Task to carry out
Among the entries below, find all lines that include "Road" and copy them.

═══ Material for this task ═══

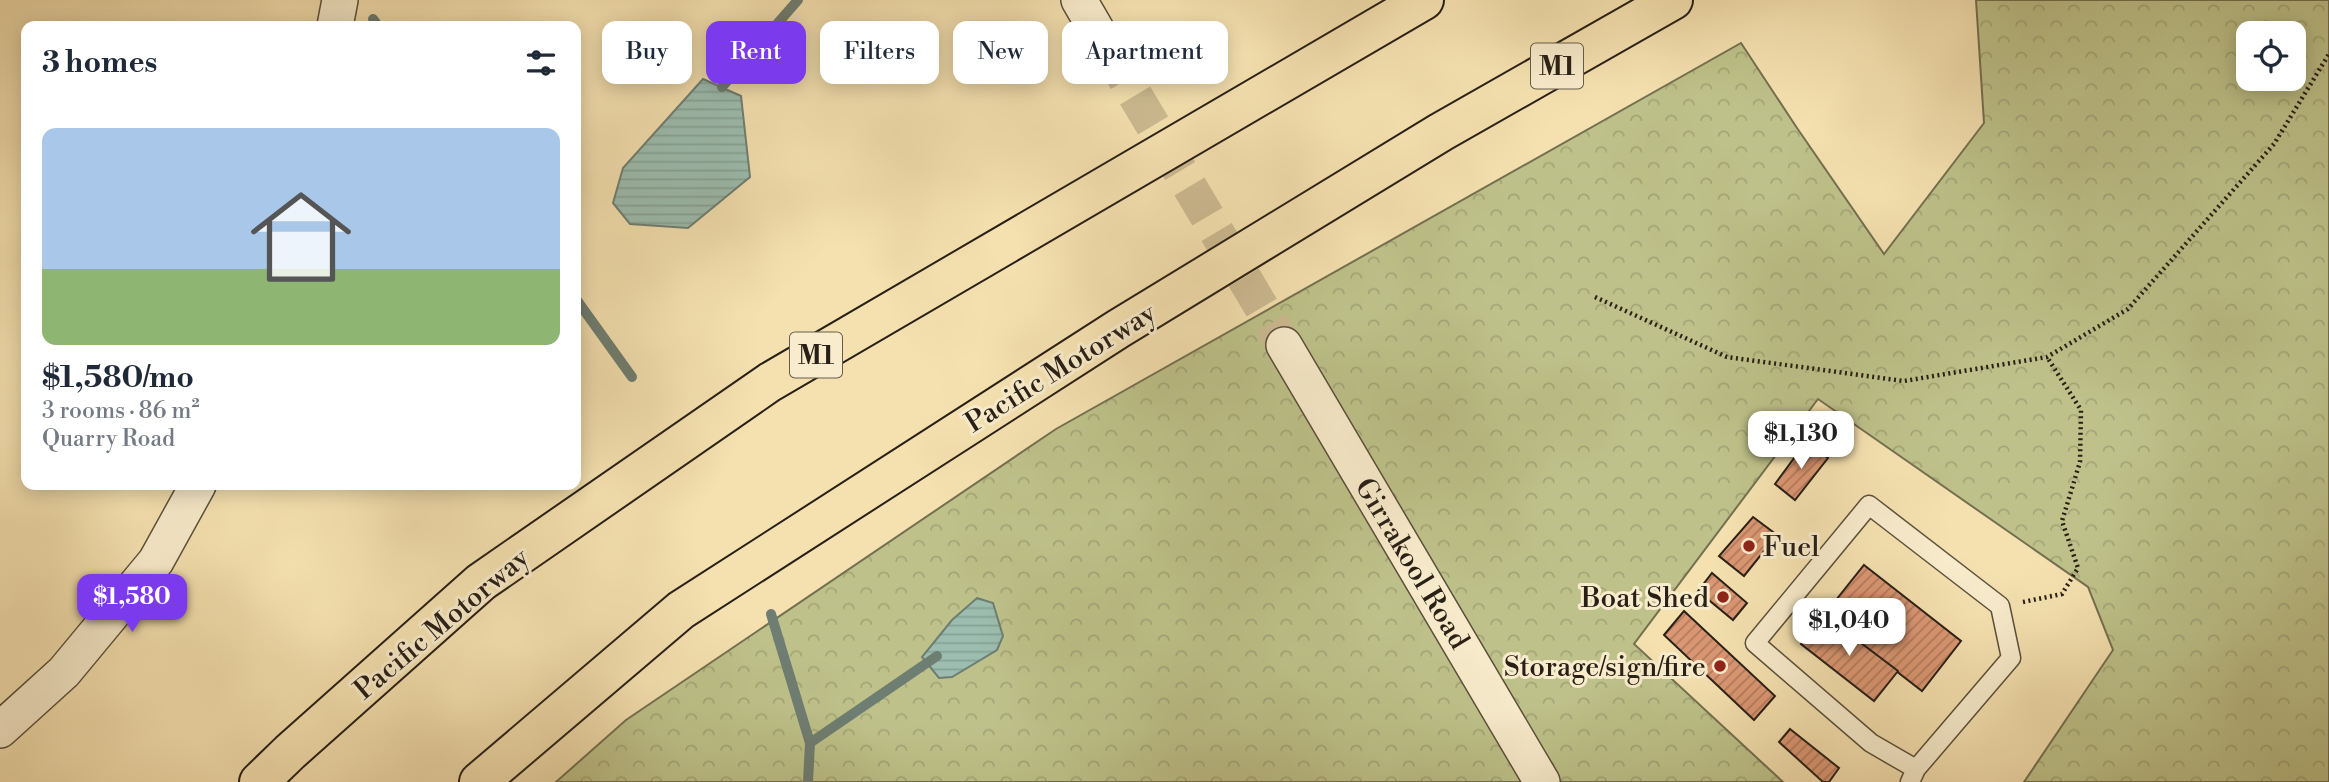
<!DOCTYPE html>
<html lang="en">
<head>
<meta charset="utf-8">
<style>
	body { margin:0; font-family:"Libre Bodoni",serif; background:#f6f6f7; color:#1f2937; height:100vh; display:flex; flex-direction:column; font-size:26px; white-space:nowrap }
	* { box-sizing:border-box; margin:0 }
	p { font-size:23px; color:#747a83 }
	.icon { flex:none; width:38px; height:38px; fill:none; stroke:currentColor; stroke-width:2; stroke-linecap:round; stroke-linejoin:round }
	.map { position:relative; flex:1; overflow:hidden }
	.side { position:absolute; left:21px; top:21px; width:560px; height:469px; display:flex; flex-direction:column; background:#fff; border-radius:14px; box-shadow:0 4px 18px #0003 }
	.side>* { flex:none }
	.guide { position:absolute; left:602px; top:21px; width:665px; height:63px; display:flex; gap:14px }
	.fabs { position:absolute; left:2236px; top:21px; display:grid; gap:14px }
	.fabs a { display:grid; place-items:center; width:70px; height:70px; border-radius:14px; background:#fff; box-shadow:0 4px 18px #0003; font-size:35px }
	.price { position:absolute; translate:-50% -60px; padding:0 16px; border-radius:14px; background:#fff; color:#222; font-size:23px; line-height:46px; filter:drop-shadow(0 2px 4px #0008) }
	.price::after { content:''; position:absolute; left:50%; top:42px; width:21px; height:16px; margin-left:-10px; background:inherit; clip-path:polygon(0 0,100% 0,50% 100%) }
	.price.active { background:#7c3aed; color:#fff }
	ul { padding:0; list-style:none }
	li { display:grid; align-content:center; gap:14px; height:371px; padding:0 21px }
	li span { display:grid; place-items:center; height:217px; border-radius:14px; color:#555 }
	li>.icon { margin-inline-start:auto }
	span .icon { width:126px; height:126px; fill:#fffc; stroke-width:1 }
	li b { font-size:30px }
	h2 { display:flex; justify-content:space-between; align-items:center; height:84px; padding:0 21px; font-size:30px }
	.pill { padding:0 24px; border-radius:14px; background:#fff; box-shadow:0 4px 18px #0003; font-size:24px; line-height:63px }
	.pill.active { background:#7c3aed; color:#fff }
	.map>svg:first-child { display:block }
	.forest { fill:url(#forest-crowns); stroke:#737050; stroke-width:2; fill-rule:evenodd }
	.water { fill:url(#water-rules); stroke:#6e7e72; stroke-width:2 }
	.lines { fill:none; stroke-linecap:round; stroke-linejoin:round }
	.stream { stroke:#6e7e72; stroke-width:10 }
	.building { fill:url(#building-hatch); stroke:#281f16; stroke-width:2 }
	.street-tunnel { stroke:#ccba91; stroke-width:35; stroke-dasharray:35 18; stroke-linecap:butt }
	.lane-casing { stroke:#5b503c; stroke-width:21 }
	.street-casing { stroke:#5b503c; stroke-width:38 }
	.highway-casing { stroke:#281f16; stroke-width:42 }
	.path { stroke:#281f16; stroke-width:4.5; stroke-dasharray:2 3.5; stroke-linecap:butt }
	.lane { stroke:#f8eccc; stroke-width:18 }
	.street { stroke:#f8eccc; stroke-width:35 }
	.highway { stroke:#f5e1b0; stroke-width:38 }
	.poi-dot { fill:#8f2418; stroke:#f8eccc; stroke-width:2.5 }
	.labels { text-anchor:middle; stroke-width:6; stroke-linejoin:round; paint-order:stroke }
	.shield { fill:#f8eccc; stroke:#665c4d; stroke-width:2 }
	.shield-label { font-size:26px; font-weight:bold; fill:#281f16 }
	.street-label { font-size:28px; fill:#281f16; stroke:#f8eccc }
	.poi-label { font-size:28px; fill:#281f16; stroke:#f8eccc; text-anchor:end }
</style>
</head>
<body>
<div class="map">
<svg width="2329" height="782" viewBox="0 0 2329 782">
	<defs>
		<pattern id="forest-crowns" width="20" height="18" patternUnits="userSpaceOnUse" patternTransform="scale(1.75)"><rect width="20" height="18" fill="#bec28a"/><path d="M2 6a3 3 0 1 1 6 0M12 15a3 3 0 1 1 6 0" fill="none" stroke="#a3a676"/></pattern>
		<pattern id="water-rules" width="6" height="5" patternUnits="userSpaceOnUse" patternTransform="scale(1.75)"><rect width="6" height="5" fill="#9cbdaf"/><path d="M0 2.5h6" fill="none" stroke="#86a296"/></pattern>
		<pattern id="building-hatch" width="6" height="6" patternUnits="userSpaceOnUse" patternTransform="scale(1.75)"><rect width="6" height="6" fill="#db9773"/><path d="M-1 1l2-2M0 6l6-6M5 7l2-2" fill="none" stroke="#b27b5d"/></pattern>
	</defs>
	<rect width="100%" height="100%" fill="#f5e1b0"/>
	<filter id="stains"><feTurbulence type="fractalNoise" baseFrequency=".00286" numOctaves="4"/><feColorMatrix values="0 0 0 0 .2 0 0 0 0 .09 0 0 0 0 .02 0 0 0 .5 -.17"/></filter>
	<radialGradient id="worn" r=".72"><stop offset=".6" stop-color="#630" stop-opacity="0"/><stop offset="1" stop-color="#630" stop-opacity=".3"/></radialGradient>
	<path class="forest" d="M1976 0H2329V782H2024L2113 650 2088 587 1818 399 1634 644 1783 782H556L626 720 1056 429 1741 43 1797 128 1884 254 1984 123ZM2249 33H2294V79H2249Z"/>
	<g class="water">
		<polygon points="703,79 741,96 750,177 688,228 630,224 613,203 623,168"/>
		<polygon points="977,598 993,603 1003,636 997,650 952,677 939,678 922,657 952,620"/>
	</g>
	<g class="lines">
		<g class="stream">
			<polyline points="373,19 378,26"/>
			<polyline points="722,87 798,0"/>
			<polyline points="576,299 632,377"/>
			<polyline points="771,614 810,743 808,782"/>
			<polyline points="810,743 937,656"/>
		</g>
	</g>
	<g class="building">
		<polygon points="1806,442 1828,458 1795,500 1775,484"/>
		<polygon points="1753,517 1777,535 1744,576 1719,556"/>
		<polygon points="1864,565 1961,641 1922,691 1824,615"/>
		<polygon points="1712,573 1747,603 1733,620 1698,591"/>
		<polygon points="1684,611 1775,696 1754,720 1664,635"/>
		<polygon points="1824,615 1898,671 1874,701 1801,644"/>
		<polygon points="1790,729 1839,768 1829,782 1823,782 1779,742"/>
	</g>
	<g class="lines">
		<polyline class="street-tunnel" points="1108,50 1284,345"/>
		<defs>
			<polyline id="lane" points="1910,782 1916,769 2011,658 2000,606 1869,505 1755,643 1871,743 1916,769"/>
			<g id="street">
				<polyline points="1079,0 1108,50"/>
				<polyline points="335,26 340,0"/>
				<polyline points="1284,345 1542,782"/>
				<polyline points="0,730 64,672 156,561 198,485"/>
			</g>
			<g id="highway">
				<polyline points="259,782 290,752 481,582 770,382 1424,0"/>
				<polyline points="479,782 681,610 1118,329 1441,132 1673,0"/>
			</g>
		</defs>
		<use href="#lane" class="lane-casing"/>
		<use href="#street" class="street-casing"/>
		<use href="#highway" class="highway-casing"/>
		<g class="path">
			<polyline points="1595,297 1727,357 1904,381 2047,357 2128,309 2274,144 2329,54"/>
			<polyline points="2023,602 2062,594 2078,568 2062,521 2080,462 2081,410 2047,357"/>
		</g>
		<use href="#lane" class="lane"/>
		<use href="#street" class="street"/>
		<use href="#highway" class="highway"/>
	</g>
	<g class="poi-dot">
		<circle cx="1749" cy="546" r="7"/>
		<circle cx="1723" cy="597" r="7"/>
		<circle cx="1720" cy="666" r="7"/>
	</g>
	<g class="labels">
		<g class="shield">
			<rect x="1531" y="43.5" width="52" height="45" rx="5"/>
			<rect x="790" y="332.5" width="52" height="45" rx="5"/>
		</g>
		<g class="shield-label">
			<text x="1557" y="75">M1</text>
			<text x="816" y="364">M1</text>
		</g>
		<g class="street-label">
			<text transform="translate(1060 367) rotate(-32)" y="10">Pacific Motorway</text>
			<text transform="translate(1413 563) rotate(59)" y="10">Girrakool Road</text>
			<text transform="translate(441 623) rotate(-40)" y="10">Pacific Motorway</text>
		</g>
		<g class="poi-label">
			<text x="1763" y="556" text-anchor="start">Fuel</text>
			<text x="1709" y="607">Boat Shed</text>
			<text x="1706" y="676">Storage/sign/fire</text>
		</g>
	</g>
	<rect width="100%" height="100%" filter="url(#stains)"/>
	<rect width="100%" height="100%" fill="url(#worn)"/>
</svg>
<div class="fabs">
<a><svg class="icon" aria-label="locate" viewBox="0 0 24 24"><circle cx="12" cy="12" r="6"/><path d="M12 2v4M12 18v4M2 12h4M18 12h4"/></svg></a>
</div>
<b class="price" style="left:1801px;top:471px">$1,130</b>
<b class="price active" style="left:132px;top:634px">$1,580</b>
<b class="price" style="left:1849px;top:658px">$1,040</b>
<div class="guide">
<a class="pill">Buy</a>
<a class="pill active">Rent</a>
<a class="pill">Filters</a>
<a class="pill">New</a>
<a class="pill">Apartment</a>
</div>
<section class="side">
<h2>3 homes<svg class="icon" aria-label="filters" viewBox="0 0 24 24"><path d="M4 7h16M4 17h16"/><circle cx="9" cy="7" r="2"/><circle cx="15" cy="17" r="2"/></svg></h2>
<ul>
<li><span style="background:linear-gradient(#a9c7e8 65%,#8fb573 0)"><svg class="icon" aria-label="home" viewBox="0 0 24 24"><path d="M3 11l9-7 9 7M6 9v11h12V9"/></svg></span><div><b>$1,580/mo</b><p>3 rooms · 86 m²</p><p>Quarry Road</p></div></li>
</ul>
</section>
</div>
</body>
</html>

═══

Task answer
			<text transform="translate(1413 563) rotate(59)" y="10">Girrakool Road</text>
<li><span style="background:linear-gradient(#a9c7e8 65%,#8fb573 0)"><svg class="icon" aria-label="home" viewBox="0 0 24 24"><path d="M3 11l9-7 9 7M6 9v11h12V9"/></svg></span><div><b>$1,580/mo</b><p>3 rooms · 86 m²</p><p>Quarry Road</p></div></li>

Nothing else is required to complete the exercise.